Conciliant le couple propose, qu'au cas d'indisponibilité dans un véritable 5 étoiles s'ils étaient contraints de séjourner dans l'hôtel déclassé, qu'en équité il leur soit restitués les 100 euros trop perçus.

Le "conseiller voyages" a purement et simplement nier les faits, les a traités de menteurs et a coupé la communication.

Incompréhensiblement ou trop compréhensiblement selon l'opinion que l'on a de l'incident, la facture du voyagiste mentionne bien le nom de l'hôtel mais il n'est pas indiqué sa classification. Toutefois pour faire valoir leur bon droit ce couple dispose de copies d'écran de l'offre qui confirment leurs dires.

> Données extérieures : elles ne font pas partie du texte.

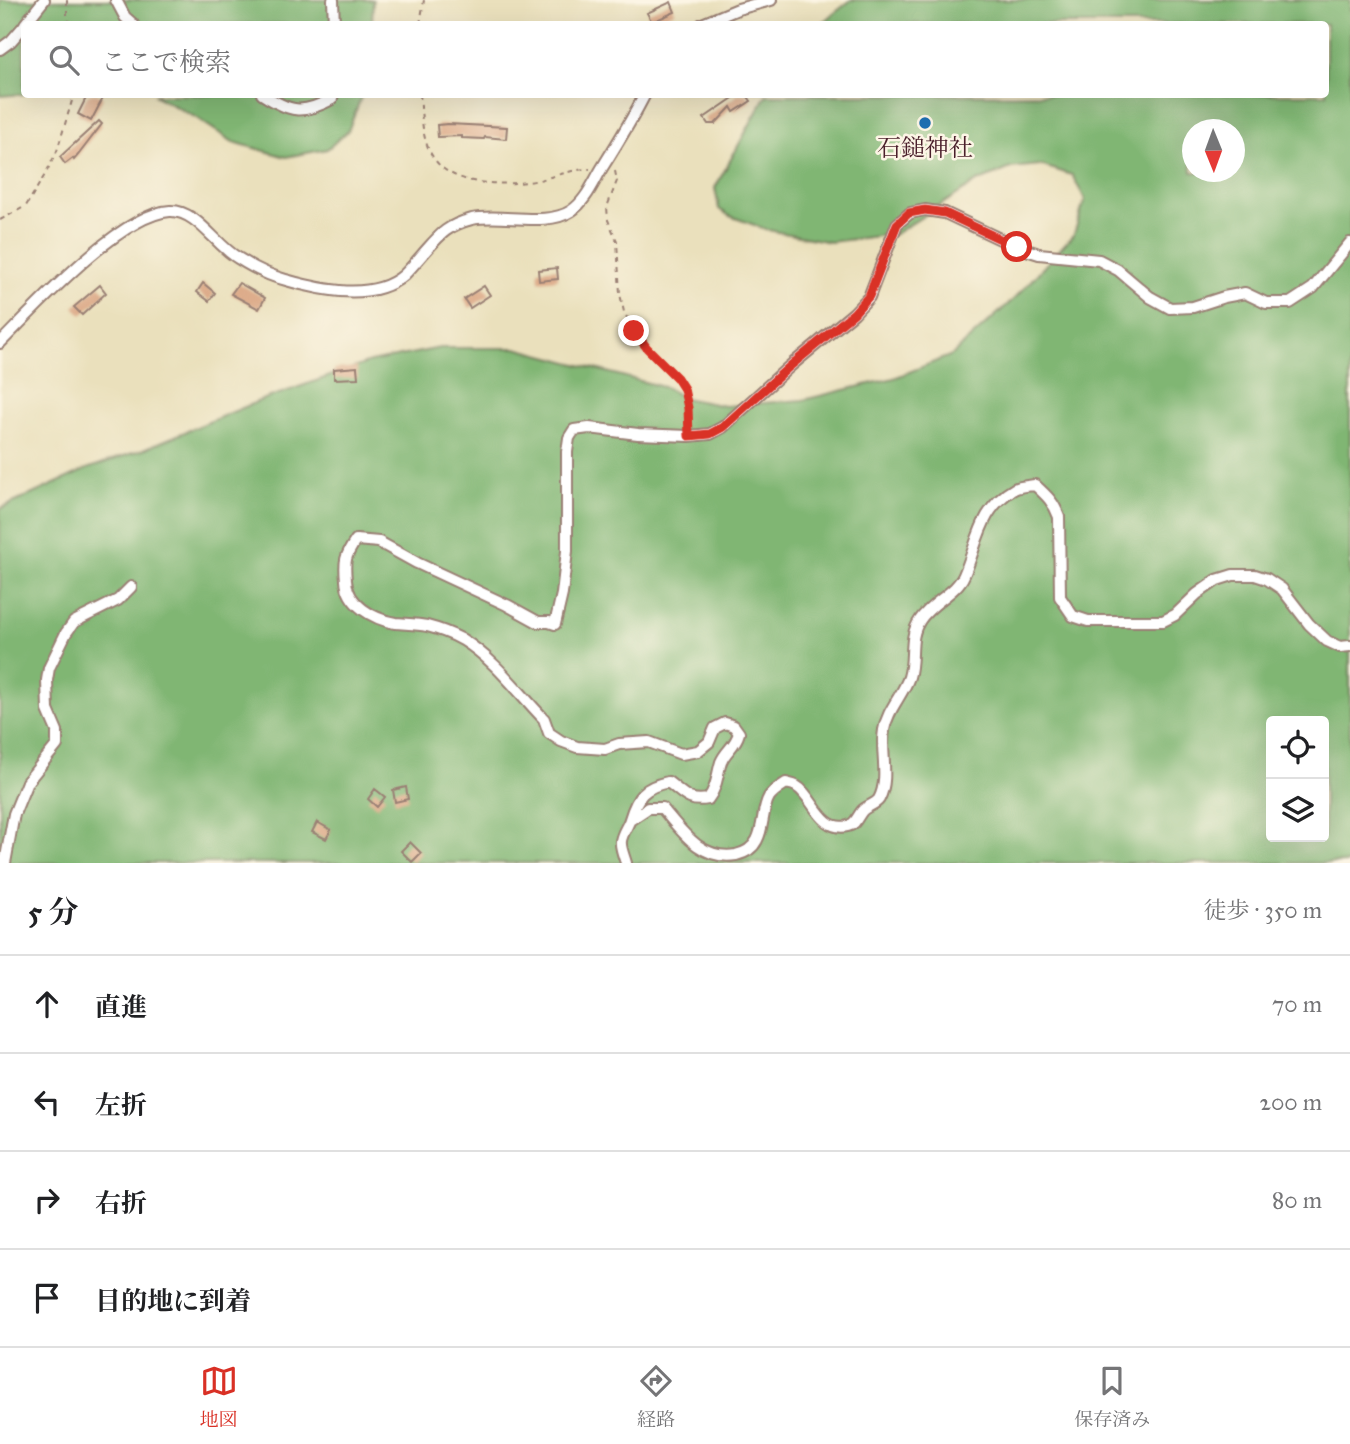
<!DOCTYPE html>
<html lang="ja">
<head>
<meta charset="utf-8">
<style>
	body { margin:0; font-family:"IM FELL Great Primer","Noto Serif JP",serif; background:#f2f2f2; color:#202124 }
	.controls { position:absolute; right:21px; bottom:21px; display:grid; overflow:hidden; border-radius:7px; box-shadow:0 7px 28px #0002 }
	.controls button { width:63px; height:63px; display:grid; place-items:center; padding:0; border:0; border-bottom:2px solid #e0e0e0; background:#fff; color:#202124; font:35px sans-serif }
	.compass { position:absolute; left:1182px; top:119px; width:63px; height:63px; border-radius:50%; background:#fff; box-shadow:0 7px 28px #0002; rotate:179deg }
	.stop { position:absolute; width:21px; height:21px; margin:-16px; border:5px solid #d93025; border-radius:50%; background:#fff }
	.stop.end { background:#d93025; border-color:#fff; box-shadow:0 2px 7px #0008 }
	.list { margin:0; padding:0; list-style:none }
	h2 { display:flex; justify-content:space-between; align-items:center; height:91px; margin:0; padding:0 28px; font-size:30px }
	h2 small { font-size:23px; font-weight:400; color:#757577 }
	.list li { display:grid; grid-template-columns:46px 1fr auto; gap:21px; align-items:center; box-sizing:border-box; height:98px; padding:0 28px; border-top:2px solid #e0e0e0 }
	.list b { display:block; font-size:26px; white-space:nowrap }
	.list em { font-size:23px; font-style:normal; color:#757577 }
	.icon { flex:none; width:38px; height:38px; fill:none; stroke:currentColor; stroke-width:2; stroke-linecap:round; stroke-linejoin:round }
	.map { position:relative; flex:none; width:1350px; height:863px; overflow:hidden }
	.search { position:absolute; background:#fff; box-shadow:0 7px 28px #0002; left:21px; right:21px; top:21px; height:77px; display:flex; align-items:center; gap:18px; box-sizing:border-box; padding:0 24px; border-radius:7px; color:#757577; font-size:26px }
	.sheet { height:483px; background:#fff }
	nav { display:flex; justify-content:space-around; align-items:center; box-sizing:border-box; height:98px; border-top:2px solid #e0e0e0; background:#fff; font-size:19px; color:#757577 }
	nav a { display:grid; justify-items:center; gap:4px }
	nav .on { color:#d93025 }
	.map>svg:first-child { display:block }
	.forest { fill:#80b673; stroke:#656a4f; stroke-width:2; fill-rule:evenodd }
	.building { fill:#daa582 }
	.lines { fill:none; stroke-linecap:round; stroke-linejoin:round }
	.minor-casing { stroke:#9a8074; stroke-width:14 }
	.path { stroke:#9a8074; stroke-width:2; stroke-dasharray:5 5; stroke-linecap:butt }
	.minor { stroke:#fff; stroke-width:10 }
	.route { stroke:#d93025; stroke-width:9 }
	.poi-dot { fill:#1f6fb2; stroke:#fcf5e5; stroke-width:2.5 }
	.labels { text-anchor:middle; stroke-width:5; stroke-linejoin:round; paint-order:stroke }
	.poi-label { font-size:24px; fill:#4a1f2b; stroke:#fcf5e5 }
</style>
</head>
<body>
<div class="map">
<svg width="1350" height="863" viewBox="0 0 1350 863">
	<rect width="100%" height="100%" fill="#fcf5e5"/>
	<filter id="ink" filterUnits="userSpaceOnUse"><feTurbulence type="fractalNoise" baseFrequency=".0143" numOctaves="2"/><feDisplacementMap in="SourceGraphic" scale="14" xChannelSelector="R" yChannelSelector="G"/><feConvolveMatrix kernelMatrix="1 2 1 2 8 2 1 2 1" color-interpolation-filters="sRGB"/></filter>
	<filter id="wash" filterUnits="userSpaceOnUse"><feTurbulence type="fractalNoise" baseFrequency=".00686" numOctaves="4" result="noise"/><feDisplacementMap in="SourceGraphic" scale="28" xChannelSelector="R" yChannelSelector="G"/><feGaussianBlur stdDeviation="1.57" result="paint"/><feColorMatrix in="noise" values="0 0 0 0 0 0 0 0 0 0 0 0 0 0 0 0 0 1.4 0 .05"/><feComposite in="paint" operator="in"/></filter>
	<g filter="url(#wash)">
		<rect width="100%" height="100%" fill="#eae0bc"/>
		<path class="forest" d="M0,0H373L372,24H24V94L0,96Z
			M851,0H1350V863H0V509L87,469L144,449L259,401L370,362L440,348H516L667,388L684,398L725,406L803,400L894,378L952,355L1015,298L1074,234L1085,199L1072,175L1040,165L1011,168L977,182L895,234L830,242L768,230L730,216L719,209L715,188L766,95L1326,94V24H821ZM1192,130H1234V172H1192ZM1271,721H1324V837H1271Z
			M154,95H362L348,131L327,149L286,157L233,142L195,117Z"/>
		<g id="blocks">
			<path class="building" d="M671,2L675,12L652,22L647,13Z
				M88,94H97L103,98L91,121L78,114Z
				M739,94H746L751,101L734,112L731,107L715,124H708L704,118Z
				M99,121L102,124L79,154L74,160L73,158L65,164L60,157Z
				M448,124L507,127L506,139L485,137L484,139L462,138V136L438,137L437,125Z
				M557,268L558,279L539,281L538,270Z
				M203,283L215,293L209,301L197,292Z
				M239,283L265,298L259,309L231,294Z
				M100,285L106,293L82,315L74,307Z
				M484,286L490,295L470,308L464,299Z
				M357,367L358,378L334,379V369Z
				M406,787L408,799L395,802L393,790Z
				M375,789L385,797L377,807L368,799Z
				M317,822L331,830L326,839L312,832Z
				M410,842L421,853L412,862L401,851Z"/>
		</g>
	</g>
	<g filter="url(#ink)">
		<use href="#blocks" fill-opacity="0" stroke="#9a8074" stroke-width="2"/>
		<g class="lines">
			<defs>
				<path id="minor" d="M116,0L125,17L133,24
					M333,0L334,24
					M25,24L44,0
					M702,24L738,9L771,0
					M0,49L11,41L24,26
					M262,94C290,112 302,115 332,99L333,94
					M0,343C35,308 120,214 170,211C197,210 216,246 238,258C252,267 270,276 286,280C321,290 373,302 404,275C410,269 416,262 422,255C439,236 445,226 472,219C500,213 547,227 571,211C586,201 593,183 602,168C617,144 632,120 645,94
					M630,820L648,808H662C681,830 701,861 736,855C745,853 753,848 757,840C764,827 762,809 769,797C773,791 780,787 786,783C789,784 793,784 796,786C813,795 820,833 848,826C856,824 857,817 862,811C866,806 875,805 879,799C890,778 880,752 884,730C887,710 903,695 909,677C915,658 908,637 920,620C931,603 957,592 964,575C978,543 980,508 1014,489C1020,486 1028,486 1035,485C1046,495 1054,502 1059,517L1060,597L1073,616L1088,621H1163L1175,615L1197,594L1217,580L1233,575H1255L1267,579L1282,589L1309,624L1327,641L1340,647L1350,646
					M5,863L14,814L27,782L57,745V731L48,710L47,680L49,668L66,633L74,622L118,600L131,587
					M626,863C624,856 620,847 621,841C622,833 628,826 630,819C637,796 644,787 668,782C683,793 688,803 708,799C717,788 717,775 721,762C726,750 735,747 739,733L734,726L725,723L715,728L709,742L698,751L681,754L649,742L619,744L605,749L577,747L561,741L549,733L544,719C518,692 495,660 463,640C452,634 439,629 427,626C417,624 406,624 395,623C374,619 347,605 346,580C344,561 345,556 356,540L379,542L417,563L507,605L538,622H549L555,624L562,594L567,551V452L569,438L574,430L589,428L638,434L689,436L710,434L723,427L789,367L854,313L869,297L897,224L910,213L925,210L945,213L1017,247L1039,254L1099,260L1118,270L1150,297L1170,308L1193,307L1224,297L1245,293L1266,303H1290L1313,288L1350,243"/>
			</defs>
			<use href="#minor" class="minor-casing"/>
			<path class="path" d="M67,0V15L70,24
				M420,24L424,0
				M420,94C422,115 421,139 433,157C451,186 497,185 527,182C548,180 568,169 590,169
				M615,171L617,181L607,207L608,220L617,241L620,294L624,312L634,331L647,348L677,378L684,389L688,408V426
				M0,220L26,206L46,173L57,151L74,94"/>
			<use href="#minor" class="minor"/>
		</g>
	</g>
	<g class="lines" filter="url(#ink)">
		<path class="route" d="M634,331L647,348L677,378L684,389L688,408L689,436L710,434L723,427L789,367L854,313L869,296L897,224L909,213L925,210L945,213L1017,247"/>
	</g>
	<circle class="poi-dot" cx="925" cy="123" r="7"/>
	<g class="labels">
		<g class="poi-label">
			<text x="925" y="156">石鎚神社</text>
		</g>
	</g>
</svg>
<div class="controls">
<button><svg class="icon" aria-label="locate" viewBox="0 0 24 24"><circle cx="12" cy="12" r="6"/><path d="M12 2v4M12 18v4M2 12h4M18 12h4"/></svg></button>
<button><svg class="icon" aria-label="layers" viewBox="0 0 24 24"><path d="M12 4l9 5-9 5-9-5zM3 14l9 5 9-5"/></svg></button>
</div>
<svg class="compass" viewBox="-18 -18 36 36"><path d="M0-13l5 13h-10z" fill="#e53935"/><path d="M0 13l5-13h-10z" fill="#757577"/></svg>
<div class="stop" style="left:1017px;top:247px"></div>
<div class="stop end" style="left:634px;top:331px"></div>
<div class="search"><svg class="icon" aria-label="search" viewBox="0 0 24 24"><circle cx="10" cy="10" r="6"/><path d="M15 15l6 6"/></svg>ここで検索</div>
</div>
<section class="sheet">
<h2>5 分<small>徒歩 · 350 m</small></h2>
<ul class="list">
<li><svg class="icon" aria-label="ahead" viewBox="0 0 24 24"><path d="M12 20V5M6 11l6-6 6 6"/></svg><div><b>直進</b></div><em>70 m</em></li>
<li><svg class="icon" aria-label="left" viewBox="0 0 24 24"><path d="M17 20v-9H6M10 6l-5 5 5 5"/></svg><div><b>左折</b></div><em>200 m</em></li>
<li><svg class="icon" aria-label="right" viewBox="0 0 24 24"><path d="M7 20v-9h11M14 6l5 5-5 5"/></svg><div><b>右折</b></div><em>80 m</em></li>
<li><svg class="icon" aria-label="arrive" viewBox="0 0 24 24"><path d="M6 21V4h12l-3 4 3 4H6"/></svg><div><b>目的地に到着</b></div></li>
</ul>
</section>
<nav>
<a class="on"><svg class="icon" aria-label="map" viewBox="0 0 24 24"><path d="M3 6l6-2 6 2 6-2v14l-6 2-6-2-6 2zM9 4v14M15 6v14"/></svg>地図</a>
<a><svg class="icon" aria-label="directions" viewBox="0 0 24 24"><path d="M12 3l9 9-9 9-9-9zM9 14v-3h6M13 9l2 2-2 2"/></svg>経路</a>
<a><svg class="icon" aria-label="saved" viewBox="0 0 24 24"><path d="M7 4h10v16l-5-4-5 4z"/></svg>保存済み</a>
</nav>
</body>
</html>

5- Du all inclusive qui n'inclut pas grand chose

Ils sont 11 à revenir d'un voyage en Egypte. Ils sont déçus des prestations de hôtel 4 étoiles où ils ont été hébergés. Le "all inclusive" qui leur a été vendu n'incluait pas grand chose et ils estiment ne pas avoir passé les vacances qu'ils souhaitaient.

"il faut toujours payer le café, le jus de fruit, les glaces, les cocktails etc, de plus ils viennent nous harceler pour nous les vendre ... Pas de snack pour pouvoir manger en dehors des repas, juste des tranches de melon..."

L'association sos voyages milite pour que cesse ce genre de pratiques qui pourrissent la vie des clients consommateurs et font une concurrence déloyale aux agences de voyages et TO respectueux des lois et de la parole donnée.

A force de dématérialiser les ventes, certains professionnels en arrivent à oublier l'essentiel, le client. Ils sont devenus des "dealers" de voyage et non plus des conseillers.

Il est grand temps que les consommateurs fassent valoir leurs intérêts. Au cas de manquement ils est essentiel d'assigner ces enseignes auprès des tribunaux de proximité. Pour que cesse ces dérives il est nécessaire de rendre l'affaire publique et non pas se contenter d'un accord à l'amiable boiteux qui leur permet de s'exonérer à moindre frais de leurs obligations légales.

Autre axe de défense, il faut interpeller les pouvoirs publics et les élus et les mettre face à leurs responsabilités.

Leur rappeler que les titulaires de la licence de voyagiste sont moins de 5.000, que l'association des tour operator le Ceto regroupe sur des bases corporatistes en tout et pour tout que 60 adhérents alors que leurs clients "outgoing" représente 6 millions d'électeurs.